C’est un tsunami qui s’annonce pour Nestlé, et sa marque Perrier. L’association de consommateurs UFC-Que Choisir a demandé, ce mercredi, le retrait temporaire des bouteilles Perrier au tribunal judiciaire de Nanterre. En cause : la marque Nestlé Waters est accusée d’avoir trompé les consommateurs en présentant son produit comme une eau minérale naturelle alors que des traitements interdits auraient été utilisés sur plusieurs sites d’embouteillage dans les années passées. Le problème, c’est que pour être qualifiée comme telle, une eau minérale naturelle doit répondre à un cahier des charges strict. Elle ne doit subir aucune désinfection ou traitement altérant ses caractéristiques originelles.
Or, selon les révélations d’une enquête menée en 2024, Perrier, comme d’autres marques de Nestlé Waters (Vittel, Contrex), aurait eu recours à des techniques telles que la désinfection par ultraviolets ou le charbon actif pour traiter son eau, tout en mentionnant cette dernière comme une eau minérale naturelle. Pour l’UFC-Que Choisir, il s’agit d’une pratique commerciale trompeuse. L’association avait déjà saisi le tribunal judiciaire de Nanterre au printemps. Mais l’examen avait été repoussé. Ce 24 septembre, l’association renouvelle sa demande de suspension provisoire de la vente et d’interdiction de commercialisation de Perrier jusqu’à nouvel ordre.
L’objectif affiché est clair : déclencher un rappel massif et obtenir, au-delà du cas Perrier, une clarification réglementaire sur ce qu’une marque peut ou non revendiquer comme étant “naturel”. De son côté, la filiale française du groupe suisse rétorque que ses usines opèrent sous le contrôle des autorités, et que ses produits sont parfaitement consommables. Toujours selon la marque, les interventions mises en œuvre avaient pour but de répondre aux demandes sanitaires des préfectures et de pallier des contaminations ponctuelles, principalement après de fortes pluies qui favorisent l’infiltration de bactéries dans les nappes phréatiques.

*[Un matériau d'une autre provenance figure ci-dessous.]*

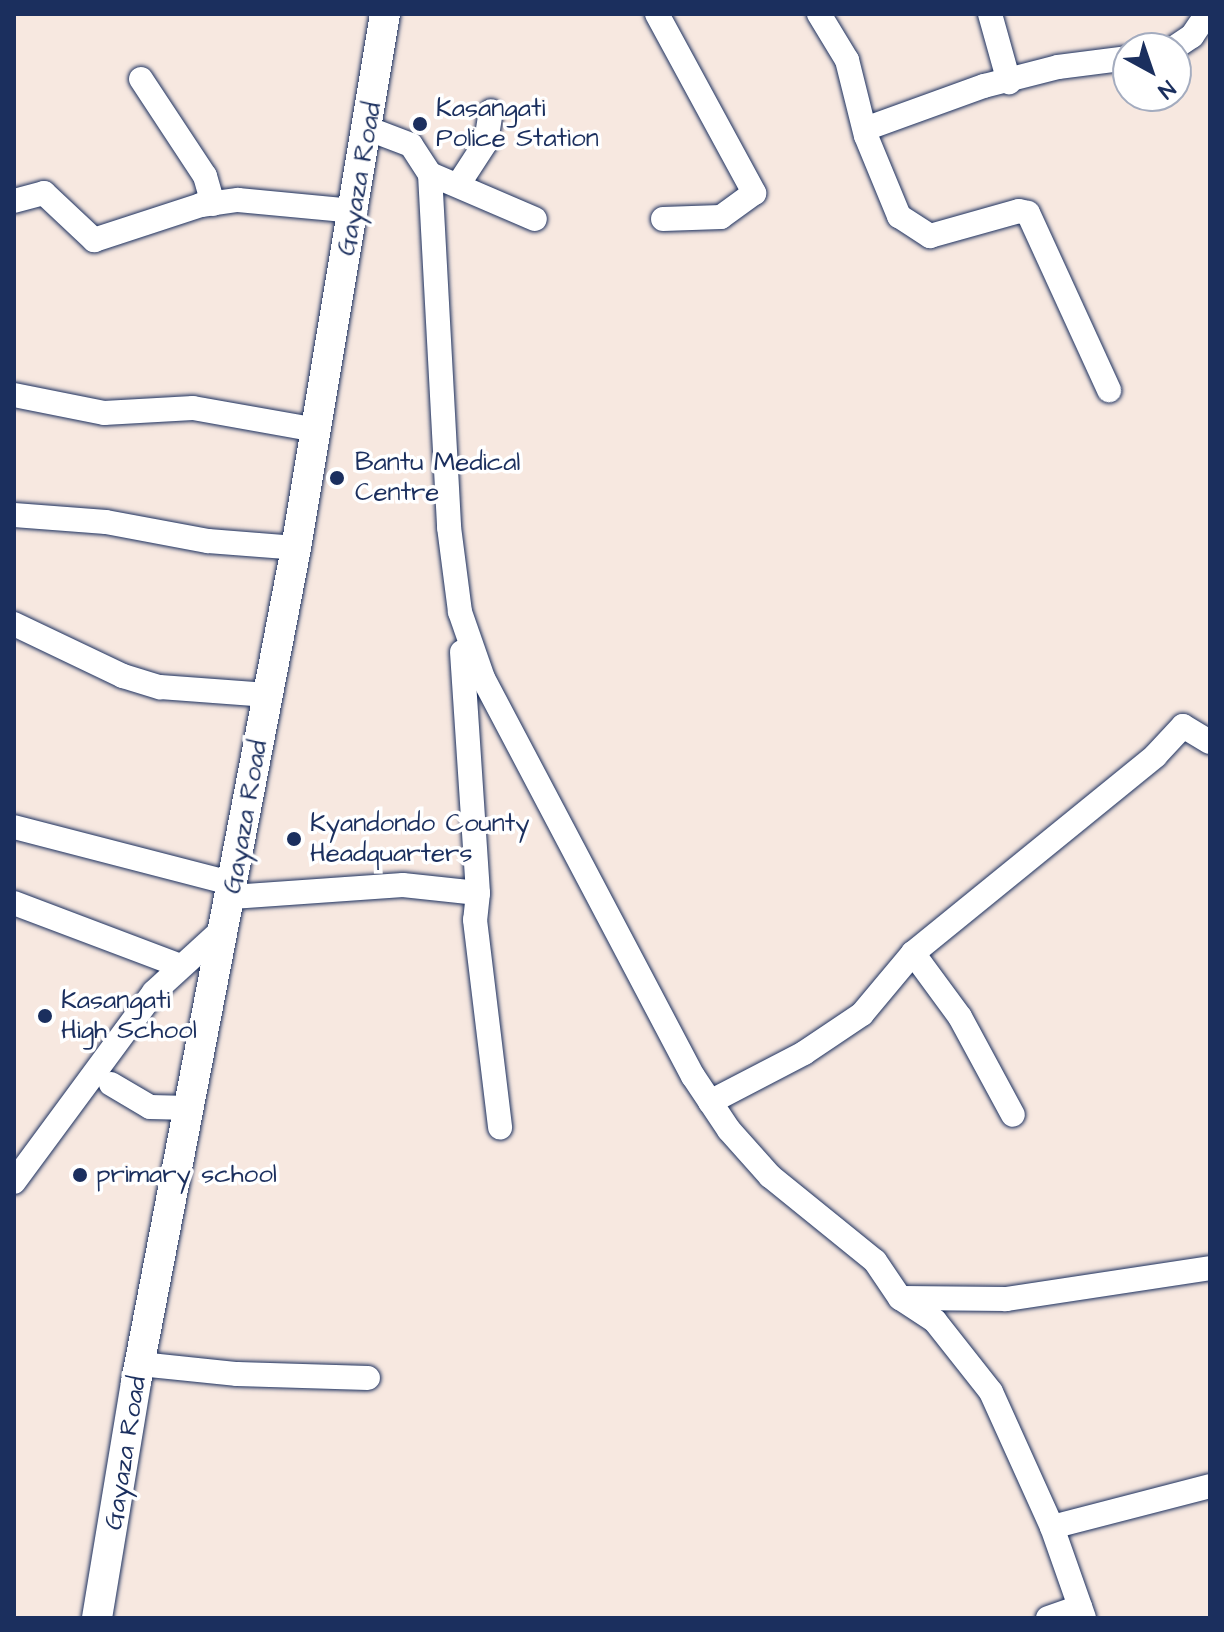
<!DOCTYPE html>
<html>
<head>
<meta charset="utf-8">
<style>
	body { margin:0 }
	#map { position:relative; width:1224px; height:1632px; overflow:hidden; background:#f7e8e0; font-family:"Architects Daughter",sans-serif }
	div>[style] { position:absolute }
	.roads { filter:drop-shadow(0 0 2px #1b2f5e) drop-shadow(0 0 2px #1b2f5e) }
	.minor>* { height:24px; margin:-12px; padding:0 12px; transform-origin:12px; border-radius:12px; background:#fff }
	.major>* { height:30px; margin:-15px; padding:0 15px; transform-origin:15px; border-radius:15px; background:#fff }
	.dots>* { width:22px; height:22px; translate:-50% -50%; box-sizing:border-box; border:4px solid #fff; border-radius:50% }
	span { translate:-50% -50%; white-space:nowrap; text-align:center; line-height:1.15; -webkit-text-stroke:7px #fff; paint-order:stroke }
	.poi-label { font-size:26px; color:#1b2f5e }
	.left { translate:0 -50%; text-align:left }
	.street-label { font-size:26px; color:#1b2f5e }
	.frame { position:absolute; inset:0; border:16px solid #1b2f5e; pointer-events:none }
	.north { position:absolute; left:1112px; top:32px; width:80px; height:80px; box-sizing:border-box; background:#fff; border:2px solid #a4acbf; border-radius:50%; rotate:140deg; font-size:22px; font-weight:700; line-height:32px; text-align:center; color:#1b2f5e }
	.north::after { content:''; display:block; margin:auto; width:28px; height:36px; background:#1b2f5e; clip-path:polygon(50% 0,100% 100%,50% 72%,0 100%) }
</style>
</head>
<body>
<div id="map">
	<div class="roads">
		<div class="minor">
			<i style="left:657px;top:14px;width:204px;rotate:61.5deg"></i>
			<i style="left:754px;top:193px;width:41px;rotate:144deg"></i>
			<i style="left:721px;top:217px;width:58px;rotate:178deg"></i>
			<i style="left:819px;top:14px;width:54px;rotate:58.7deg"></i>
			<i style="left:847px;top:60px;width:78px;rotate:76deg"></i>
			<i style="left:866px;top:136px;width:87px;rotate:67.6deg"></i>
			<i style="left:899px;top:216px;width:37px;rotate:33deg"></i>
			<i style="left:930px;top:236px;width:92px;rotate:-15.7deg"></i>
			<i style="left:1019px;top:211px;width:9px;rotate:13deg"></i>
			<i style="left:1028px;top:213px;width:195px;rotate:65.4deg"></i>
			<i style="left:990px;top:14px;width:71px;rotate:74.4deg"></i>
			<i style="left:1174px;top:48px;width:22px;rotate:-34deg"></i>
			<i style="left:1192px;top:36px;width:27px;rotate:-56deg"></i>
			<i style="left:141px;top:79px;width:116px;rotate:56.6deg"></i>
			<i style="left:205px;top:176px;width:29px;rotate:74deg"></i>
			<i style="left:369px;top:129px;width:45px;rotate:20.9deg"></i>
			<i style="left:411px;top:145px;width:35px;rotate:57deg"></i>
			<i style="left:430px;top:174px;width:354px;rotate:86.9deg"></i>
			<i style="left:449px;top:527px;width:86px;rotate:82.6deg"></i>
			<i style="left:460px;top:612px;width:70px;rotate:70.8deg"></i>
			<i style="left:483px;top:678px;width:450px;rotate:62.2deg"></i>
			<i style="left:693px;top:1076px;width:65px;rotate:56.3deg"></i>
			<i style="left:729px;top:1130px;width:62px;rotate:48.3deg"></i>
			<i style="left:770px;top:1176px;width:135px;rotate:39deg"></i>
			<i style="left:875px;top:1261px;width:45px;rotate:56deg"></i>
			<i style="left:900px;top:1298px;width:42px;rotate:33.3deg"></i>
			<i style="left:935px;top:1321px;width:90px;rotate:51.7deg"></i>
			<i style="left:991px;top:1392px;width:148px;rotate:65.7deg"></i>
			<i style="left:1052px;top:1527px;width:96px;rotate:70.6deg"></i>
			<i style="left:865px;top:129px;width:127px;rotate:-19.9deg"></i>
			<i style="left:984px;top:86px;width:76px;rotate:-14.4deg"></i>
			<i style="left:1058px;top:67px;width:71px;rotate:-7.3deg"></i>
			<i style="left:430px;top:174px;width:114px;rotate:23.2deg"></i>
			<i style="left:458px;top:185px;width:51px;rotate:-56.9deg"></i>
			<i style="left:486px;top:142px;width:31px;rotate:-81deg"></i>
			<i style="left:14px;top:201px;width:31px;rotate:-15deg"></i>
			<i style="left:44px;top:193px;width:69px;rotate:43.2deg"></i>
			<i style="left:94px;top:240px;width:113px;rotate:-18.1deg"></i>
			<i style="left:201px;top:205px;width:37px;rotate:-8deg"></i>
			<i style="left:238px;top:200px;width:118px;rotate:5.4deg"></i>
			<i style="left:14px;top:395px;width:92px;rotate:11.3deg"></i>
			<i style="left:104px;top:413px;width:89px;rotate:-3.2deg"></i>
			<i style="left:193px;top:408px;width:125px;rotate:10.1deg"></i>
			<i style="left:14px;top:515px;width:92px;rotate:4.4deg"></i>
			<i style="left:106px;top:522px;width:104px;rotate:10.6deg"></i>
			<i style="left:208px;top:541px;width:88px;rotate:4.5deg"></i>
			<i style="left:14px;top:624px;width:121px;rotate:25.5deg"></i>
			<i style="left:123px;top:676px;width:39px;rotate:17deg"></i>
			<i style="left:160px;top:687px;width:108px;rotate:4.2deg"></i>
			<i style="left:462px;top:652px;width:242px;rotate:86.2deg"></i>
			<i style="left:478px;top:893px;width:27px;rotate:96deg"></i>
			<i style="left:475px;top:920px;width:209px;rotate:83.1deg"></i>
			<i style="left:14px;top:827px;width:227px;rotate:14.5deg"></i>
			<i style="left:232px;top:897px;width:171px;rotate:-4deg"></i>
			<i style="left:403px;top:885px;width:75px;rotate:6.1deg"></i>
			<i style="left:14px;top:903px;width:175px;rotate:20.7deg"></i>
			<i style="left:913px;top:953px;width:79px;rotate:53.7deg"></i>
			<i style="left:960px;top:1017px;width:111px;rotate:61.6deg"></i>
			<i style="left:111px;top:1084px;width:45px;rotate:30.5deg"></i>
			<i style="left:150px;top:1107px;width:40px;rotate:1.4deg"></i>
			<i style="left:710px;top:1102px;width:106px;rotate:-27.5deg"></i>
			<i style="left:804px;top:1053px;width:70px;rotate:-33.9deg"></i>
			<i style="left:862px;top:1014px;width:80px;rotate:-50.1deg"></i>
			<i style="left:913px;top:953px;width:312px;rotate:-39.1deg"></i>
			<i style="left:1155px;top:756px;width:41px;rotate:-47deg"></i>
			<i style="left:1183px;top:726px;width:31px;rotate:31deg"></i>
			<i style="left:14px;top:1182px;width:236px;rotate:-53.6deg"></i>
			<i style="left:154px;top:992px;width:93px;rotate:-42.4deg"></i>
			<i style="left:903px;top:1298px;width:103px;rotate:0.6deg"></i>
			<i style="left:1006px;top:1299px;width:206px;rotate:-8.6deg"></i>
			<i style="left:140px;top:1364px;width:98px;rotate:5.9deg"></i>
			<i style="left:237px;top:1374px;width:131px;rotate:1.7deg"></i>
			<i style="left:1052px;top:1527px;width:163px;rotate:-14.5deg"></i>
			<i style="left:1048px;top:1618px;width:34px;rotate:-19deg"></i>
		</div>
		<div class="major">
			<i style="left:97px;top:1618px;width:239px;rotate:-80.6deg"></i>
			<i style="left:136px;top:1382px;width:849px;rotate:-79.14deg"></i>
			<i style="left:296px;top:548px;width:541px;rotate:-80.54deg"></i>
		</div>
	</div>
	<div class="dots">
		<i style="left:420px;top:124px;background:#1b2f5e"></i>
		<i style="left:337px;top:478px;background:#1b2f5e"></i>
		<i style="left:294px;top:839px;background:#1b2f5e"></i>
		<i style="left:45px;top:1016px;background:#1b2f5e"></i>
		<i style="left:80px;top:1175px;background:#1b2f5e"></i>
	</div>
	<div class="poi-label">
		<span class="left" style="left:436px;top:124px">Kasangati<br>Police Station</span>
		<span class="left" style="left:355px;top:478px">Bantu Medical<br>Centre</span>
		<span class="left" style="left:310px;top:839px">Kyandondo County<br>Headquarters</span>
		<span class="left" style="left:61px;top:1016px">Kasangati<br>High School</span>
		<span class="left" style="left:96px;top:1175px">primary school</span>
	</div>
	<div class="street-label">
		<span style="left:360px;top:179px;rotate:-80deg">Gayaza Road</span>
		<span style="left:246px;top:817px;rotate:-80deg">Gayaza Road</span>
		<span style="left:126px;top:1453px;rotate:-81deg">Gayaza Road</span>
	</div>
	<div class="frame"></div>
	<div class="north">N</div>
</div>
</body>
</html>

L’entreprise rappelle également avoir suspendu des puits jugés sensibles, et adapté récemment ses systèmes de filtration, en remplaçant les filtres de 0,2 micromètre par des filtres de 0,45 micromètre. Une décision critiquée par l’UFC, qui la juge moins protectrice. Nestlé au contraire, estime que ce changement rend l’assignation de l’association “obsolète”, puisque le dispositif incriminé n’est plus utilisé.
Une décision très attendue
Le tribunal de Nanterre devra trancher entre le respect strict de la réglementation sur les eaux minérales et les arguments de sécurité sanitaire avancés par Nestlé. L’audience pourrait bien devenir un précédent juridique, posant les bases d’une jurisprudence en matière de transparence commerciale. L’issue de la procédure pèsera lourd, non seulement sur l’avenir de Perrier, mais aussi sur la définition même de l’eau minérale naturelle, qui pourrait bientôt être plus strictement encadrée.